O presidente Luiz Inácio Lula da Silva sancionou a Lei 15.390/2026, que institui em âmbito federal o auxílio para pacientes do Sistema Único de Saúde (SUS) que necessitam realizar tratamento médico fora do município onde vivem. A medida transforma em lei o chamado Tratamento Fora de Domicílio (TFD), que até então era regulamentado apenas por portarias do Ministério da Saúde. Saiba mais na TVT News.
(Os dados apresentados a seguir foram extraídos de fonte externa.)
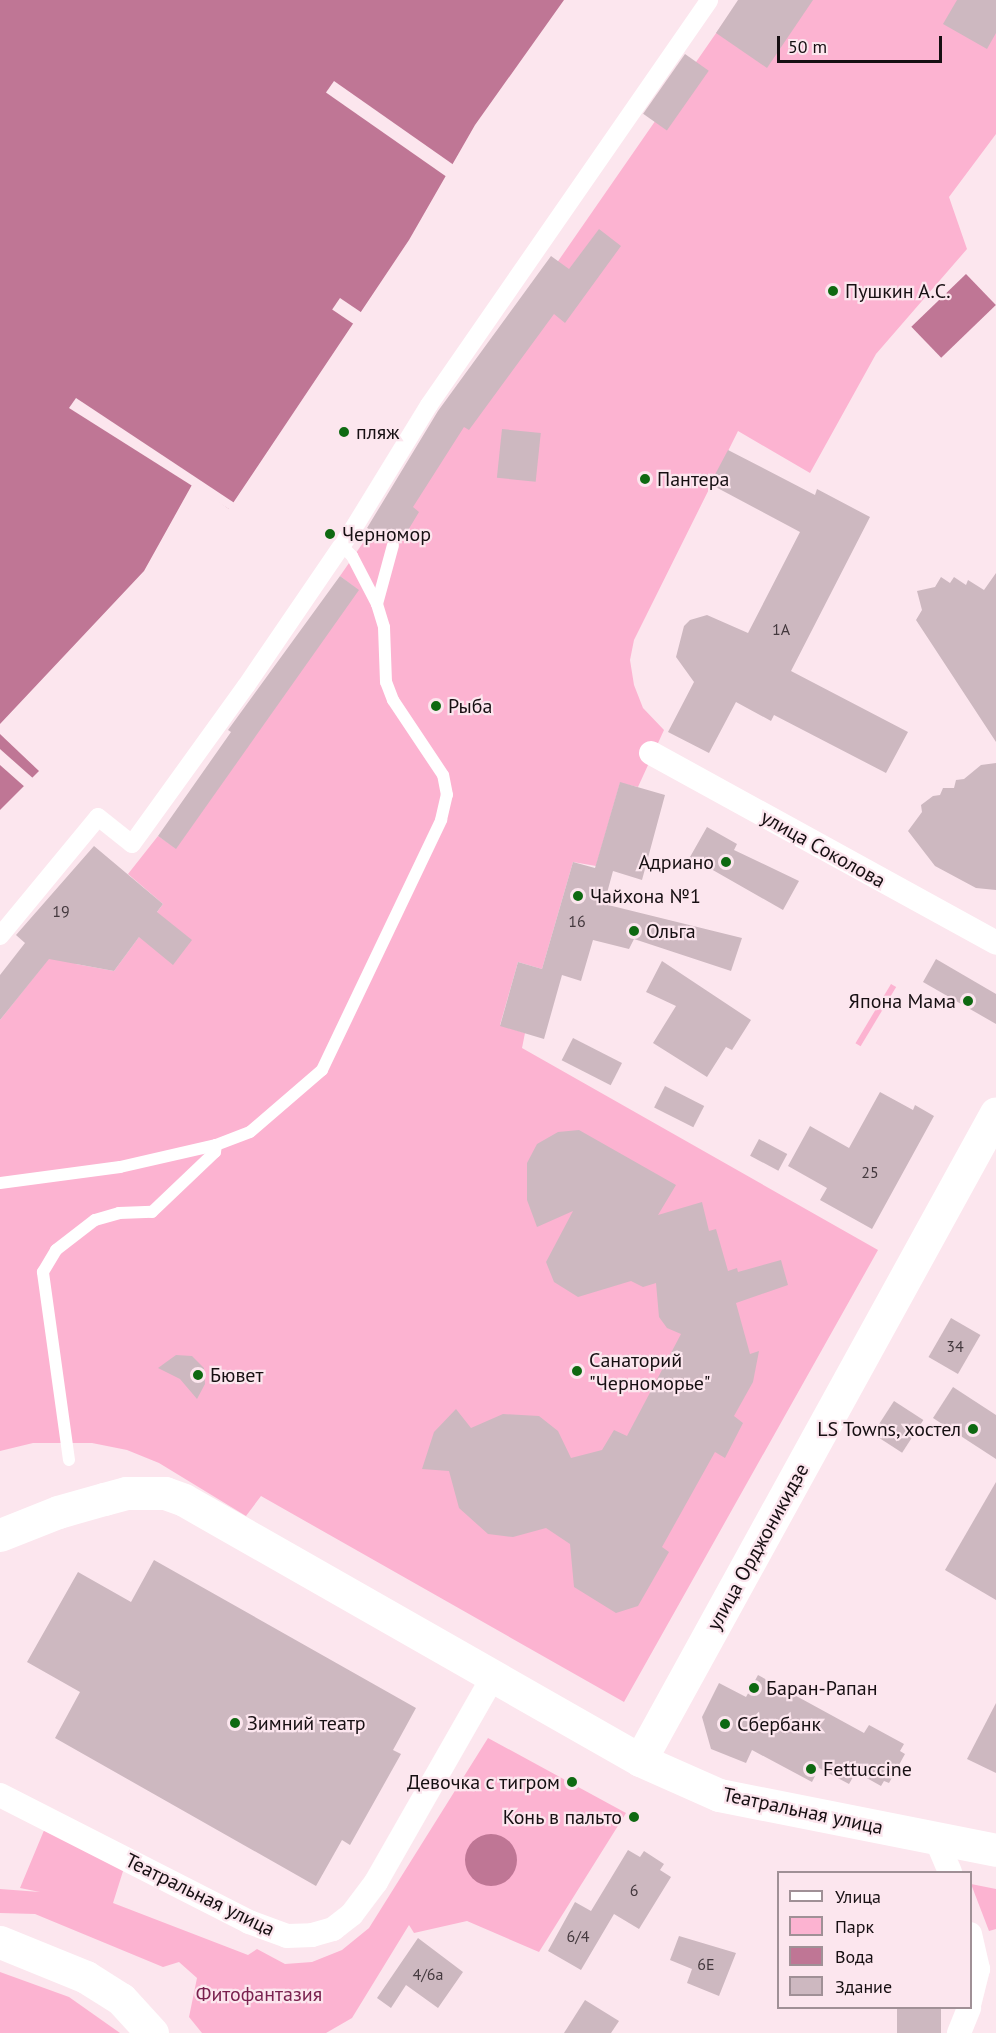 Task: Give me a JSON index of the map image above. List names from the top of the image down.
{
  "streets": {
    "main road": ["улица Орджоникидзе", "Театральная улица"],
    "street": ["улица Соколова"]
  },
  "crossings": [
    ["улица Орджоникидзе", "Театральная улица"]
  ],
  "parks": ["Фитофантазия"],
  "places": [
    "Пушкин А.С.",
    "пляж",
    "Пантера",
    "Черномор",
    "Рыба",
    "Адриано",
    "Чайхона №1",
    "Ольга",
    "Япона Мама",
    "Санаторий \"Черноморье\"",
    "Бювет",
    "LS Towns, хостел",
    "Баран-Рапан",
    "Зимний театр",
    "Сбербанк",
    "Fettuccine",
    "Девочка с тигром",
    "Конь в пальто"
  ],
  "house_numbers": [
    "1А",
    "19",
    "16",
    "25",
    "34",
    "6",
    "6/4",
    "6Е",
    "4/6а"
  ],
  "legend": [
    "Улица",
    "Парк",
    "Вода",
    "Здание"
  ],
  "scale_bar": "50 m"
}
Com a mudança, o benefício deixa de depender exclusivamente de normas administrativas e passa a contar com maior segurança jurídica, reduzindo o risco de interrupções em futuras mudanças de governo. A proposta teve autoria do senador Randolfe Rodrigues (PT-AP) e foi relatada no Senado por Veneziano Vital do Rêgo (MDB-PB).
O que o auxílio cobre
A nova legislação prevê ajuda de custo para pacientes que precisam se deslocar porque o tratamento necessário não está disponível na cidade de residência. O benefício poderá incluir despesas com transporte, alimentação e hospedagem durante o período do atendimento.
A lei também autoriza a cobertura dos custos de um acompanhante, desde que a necessidade seja comprovada por avaliação médica dentro da rede pública.
Regras para receber o benefício
Para ter acesso ao auxílio, o paciente deverá cumprir uma série de exigências. Entre elas estão a recomendação formal de um médico do SUS, a autorização do gestor municipal ou estadual de saúde e a confirmação de que o atendimento será realizado no município de destino.
Além disso, o pagamento dependerá da disponibilidade orçamentária do ente responsável, o que significa que estados e municípios precisarão prever recursos para garantir o atendimento da nova norma.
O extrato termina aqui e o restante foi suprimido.